## YOUR GOAL
Every record below needs to be set down exactly. Pictures do not belong in the copy.

(Dataset entries)
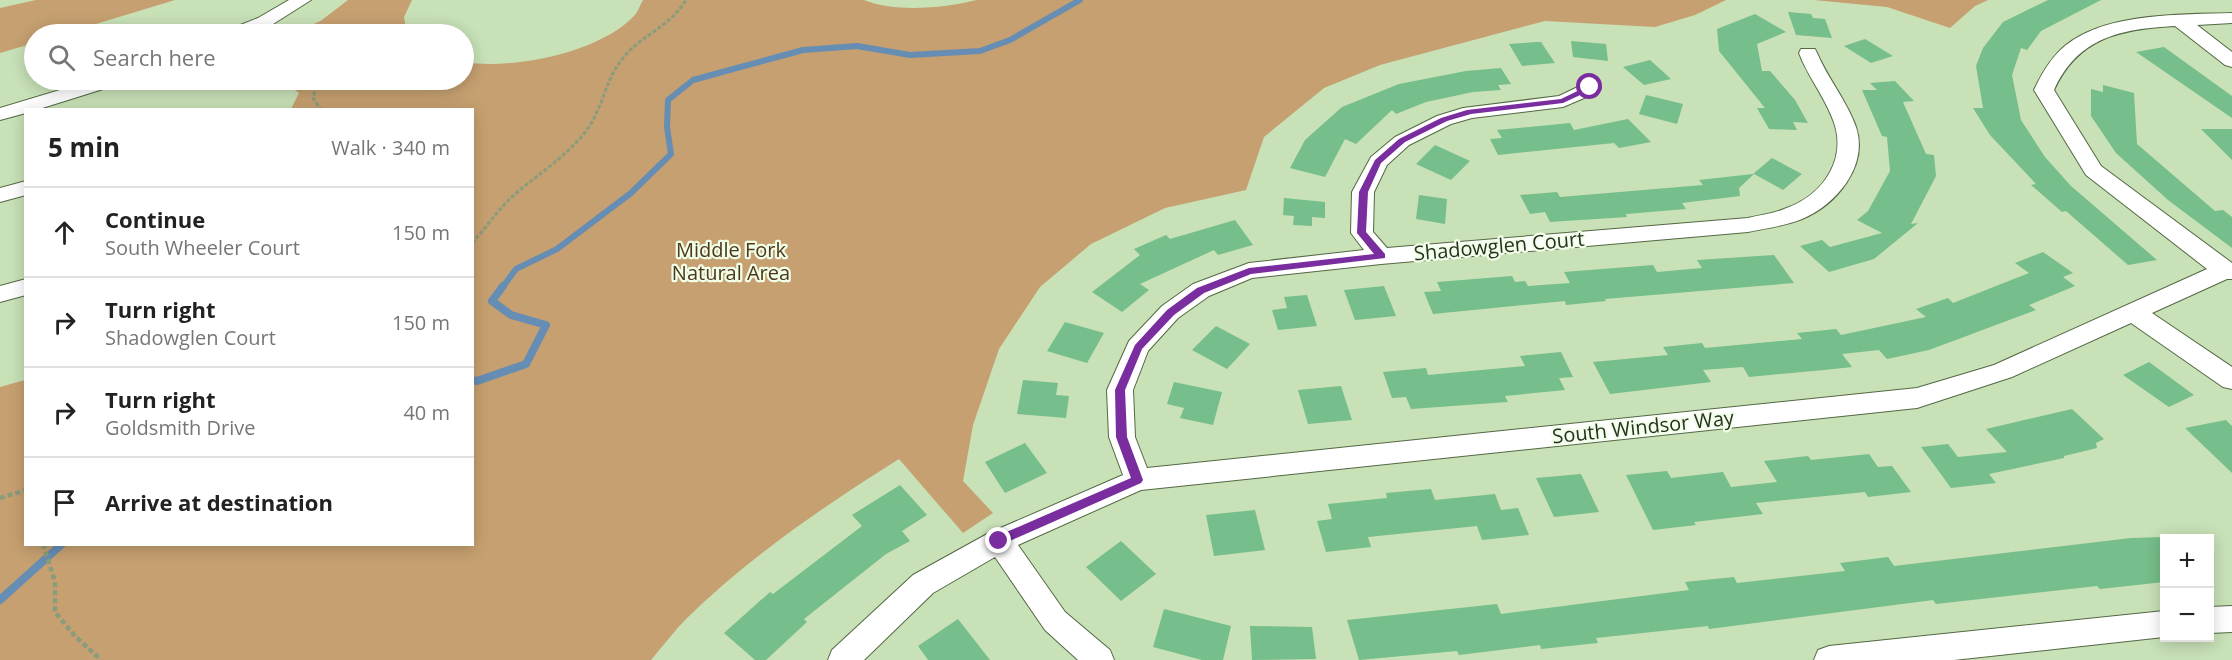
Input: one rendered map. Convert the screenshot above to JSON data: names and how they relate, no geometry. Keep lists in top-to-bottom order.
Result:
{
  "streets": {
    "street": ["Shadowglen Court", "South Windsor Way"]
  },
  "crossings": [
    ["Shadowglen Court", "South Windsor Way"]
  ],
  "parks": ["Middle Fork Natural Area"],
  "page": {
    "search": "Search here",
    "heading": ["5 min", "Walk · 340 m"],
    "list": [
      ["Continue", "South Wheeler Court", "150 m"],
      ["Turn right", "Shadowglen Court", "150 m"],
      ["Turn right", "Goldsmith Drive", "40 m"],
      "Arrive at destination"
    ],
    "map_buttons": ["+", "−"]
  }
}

## RESULT OF THIS EXERCISE
Input: one rendered map. Convert the screenshot above to JSON data: names and how they relate, no geometry. Keep lists in top-to-bottom order.
Result:
{
  "streets": {
    "street": ["Shadowglen Court", "South Windsor Way"]
  },
  "crossings": [
    ["Shadowglen Court", "South Windsor Way"]
  ],
  "parks": ["Middle Fork Natural Area"],
  "page": {
    "search": "Search here",
    "heading": ["5 min", "Walk · 340 m"],
    "list": [
      ["Continue", "South Wheeler Court", "150 m"],
      ["Turn right", "Shadowglen Court", "150 m"],
      ["Turn right", "Goldsmith Drive", "40 m"],
      "Arrive at destination"
    ],
    "map_buttons": ["+", "−"]
  }
}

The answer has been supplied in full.